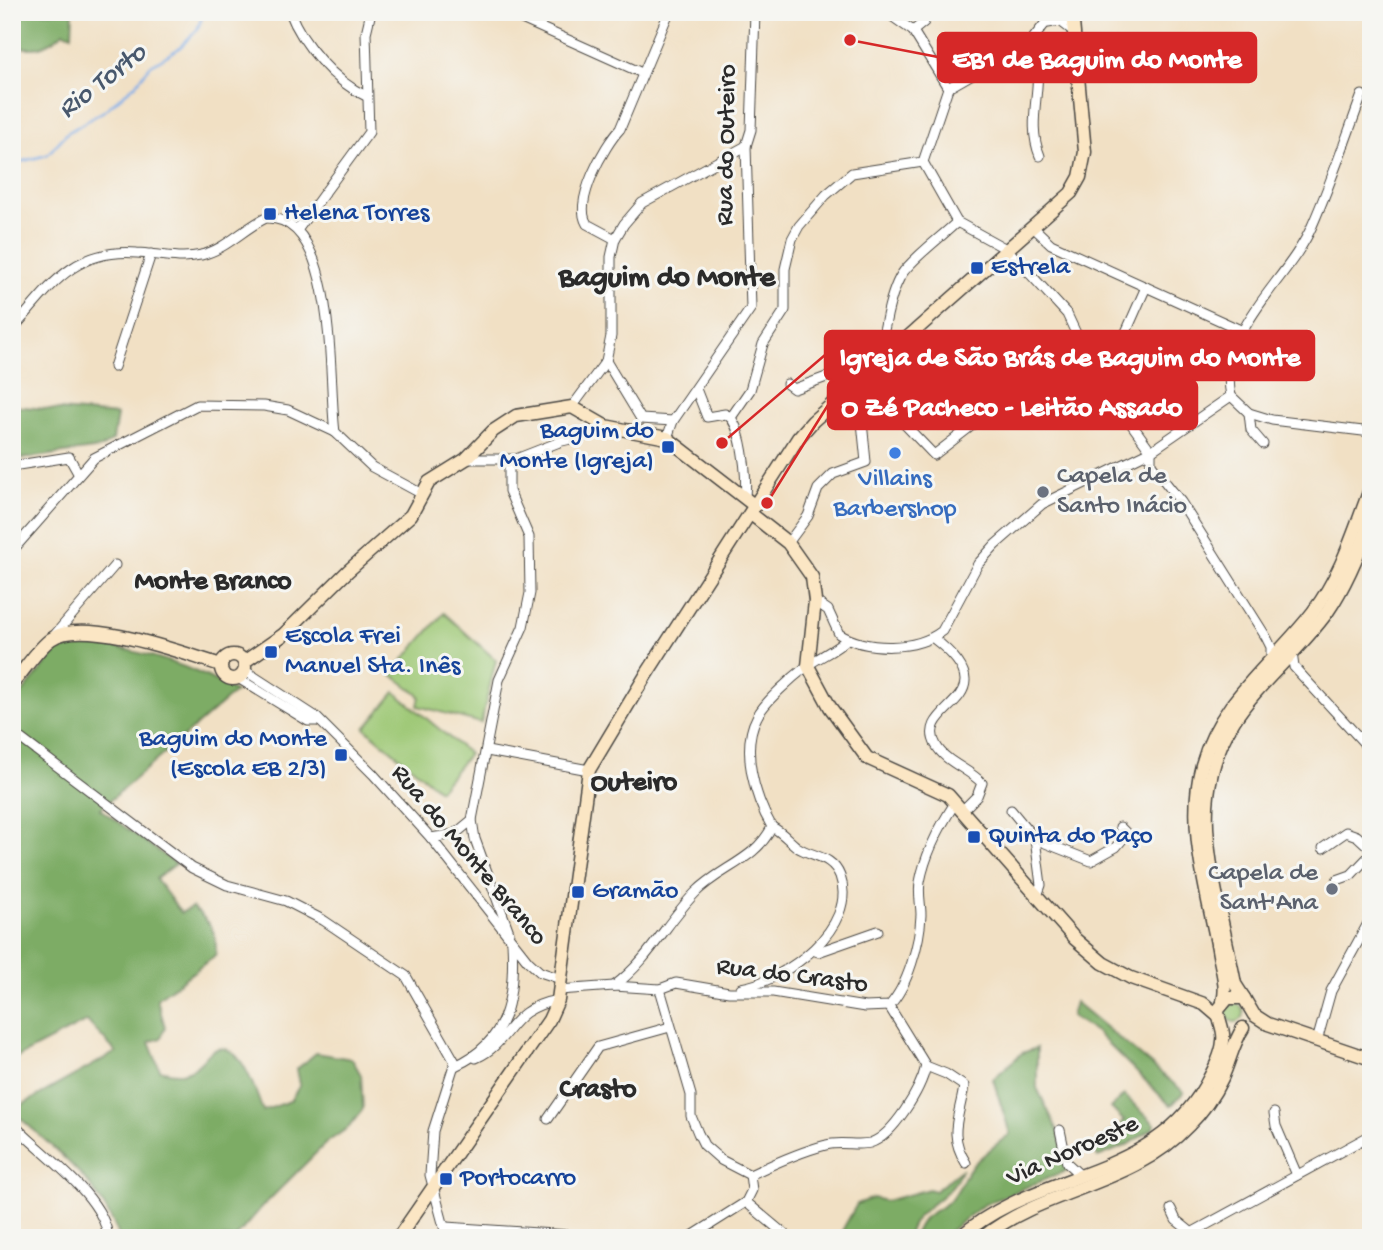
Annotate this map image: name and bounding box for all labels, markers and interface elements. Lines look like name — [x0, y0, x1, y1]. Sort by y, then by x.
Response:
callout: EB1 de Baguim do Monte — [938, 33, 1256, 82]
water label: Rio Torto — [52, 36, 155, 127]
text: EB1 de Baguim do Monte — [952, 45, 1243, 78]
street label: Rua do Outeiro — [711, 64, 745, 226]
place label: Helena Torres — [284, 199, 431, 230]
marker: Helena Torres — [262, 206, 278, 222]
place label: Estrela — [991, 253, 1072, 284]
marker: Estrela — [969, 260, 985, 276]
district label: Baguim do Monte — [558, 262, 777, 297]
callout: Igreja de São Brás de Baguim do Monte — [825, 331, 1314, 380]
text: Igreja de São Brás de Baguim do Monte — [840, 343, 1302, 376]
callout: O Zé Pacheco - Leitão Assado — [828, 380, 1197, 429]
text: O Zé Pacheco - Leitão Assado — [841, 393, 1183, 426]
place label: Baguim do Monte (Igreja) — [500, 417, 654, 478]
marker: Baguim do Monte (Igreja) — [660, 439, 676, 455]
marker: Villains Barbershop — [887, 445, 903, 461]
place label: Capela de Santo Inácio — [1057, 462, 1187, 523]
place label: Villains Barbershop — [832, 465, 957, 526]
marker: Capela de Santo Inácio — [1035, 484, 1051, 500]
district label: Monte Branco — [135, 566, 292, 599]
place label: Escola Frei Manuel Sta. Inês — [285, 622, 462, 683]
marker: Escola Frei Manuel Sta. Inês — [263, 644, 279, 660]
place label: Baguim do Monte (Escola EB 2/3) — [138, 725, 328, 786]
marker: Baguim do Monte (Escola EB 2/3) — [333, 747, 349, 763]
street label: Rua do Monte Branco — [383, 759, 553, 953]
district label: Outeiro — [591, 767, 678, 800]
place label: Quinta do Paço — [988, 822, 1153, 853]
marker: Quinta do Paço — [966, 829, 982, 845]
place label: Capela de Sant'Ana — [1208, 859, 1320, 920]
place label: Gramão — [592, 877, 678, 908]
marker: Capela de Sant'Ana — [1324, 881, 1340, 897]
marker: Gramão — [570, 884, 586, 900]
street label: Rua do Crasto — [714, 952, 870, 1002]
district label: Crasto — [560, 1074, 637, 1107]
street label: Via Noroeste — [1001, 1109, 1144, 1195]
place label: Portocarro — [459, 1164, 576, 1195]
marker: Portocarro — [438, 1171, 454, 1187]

────

▶ _Instructions for the task_
Skipping all pictures, set the listing down exactly as written.

▶ _Solution for this problem_
Annotate this map image: name and bounding box for all labels, markers and interface elements. Lines look like name — [x0, y0, x1, y1]. Sort by y, then by x.
Response:
callout: EB1 de Baguim do Monte — [938, 33, 1256, 82]
water label: Rio Torto — [52, 36, 155, 127]
text: EB1 de Baguim do Monte — [952, 45, 1243, 78]
street label: Rua do Outeiro — [711, 64, 745, 226]
place label: Helena Torres — [284, 199, 431, 230]
marker: Helena Torres — [262, 206, 278, 222]
place label: Estrela — [991, 253, 1072, 284]
marker: Estrela — [969, 260, 985, 276]
district label: Baguim do Monte — [558, 262, 777, 297]
callout: Igreja de São Brás de Baguim do Monte — [825, 331, 1314, 380]
text: Igreja de São Brás de Baguim do Monte — [840, 343, 1302, 376]
callout: O Zé Pacheco - Leitão Assado — [828, 380, 1197, 429]
text: O Zé Pacheco - Leitão Assado — [841, 393, 1183, 426]
place label: Baguim do Monte (Igreja) — [500, 417, 654, 478]
marker: Baguim do Monte (Igreja) — [660, 439, 676, 455]
marker: Villains Barbershop — [887, 445, 903, 461]
place label: Capela de Santo Inácio — [1057, 462, 1187, 523]
place label: Villains Barbershop — [832, 465, 957, 526]
marker: Capela de Santo Inácio — [1035, 484, 1051, 500]
district label: Monte Branco — [135, 566, 292, 599]
place label: Escola Frei Manuel Sta. Inês — [285, 622, 462, 683]
marker: Escola Frei Manuel Sta. Inês — [263, 644, 279, 660]
place label: Baguim do Monte (Escola EB 2/3) — [138, 725, 328, 786]
marker: Baguim do Monte (Escola EB 2/3) — [333, 747, 349, 763]
street label: Rua do Monte Branco — [383, 759, 553, 953]
district label: Outeiro — [591, 767, 678, 800]
place label: Quinta do Paço — [988, 822, 1153, 853]
marker: Quinta do Paço — [966, 829, 982, 845]
place label: Capela de Sant'Ana — [1208, 859, 1320, 920]
place label: Gramão — [592, 877, 678, 908]
marker: Capela de Sant'Ana — [1324, 881, 1340, 897]
marker: Gramão — [570, 884, 586, 900]
street label: Rua do Crasto — [714, 952, 870, 1002]
district label: Crasto — [560, 1074, 637, 1107]
street label: Via Noroeste — [1001, 1109, 1144, 1195]
place label: Portocarro — [459, 1164, 576, 1195]
marker: Portocarro — [438, 1171, 454, 1187]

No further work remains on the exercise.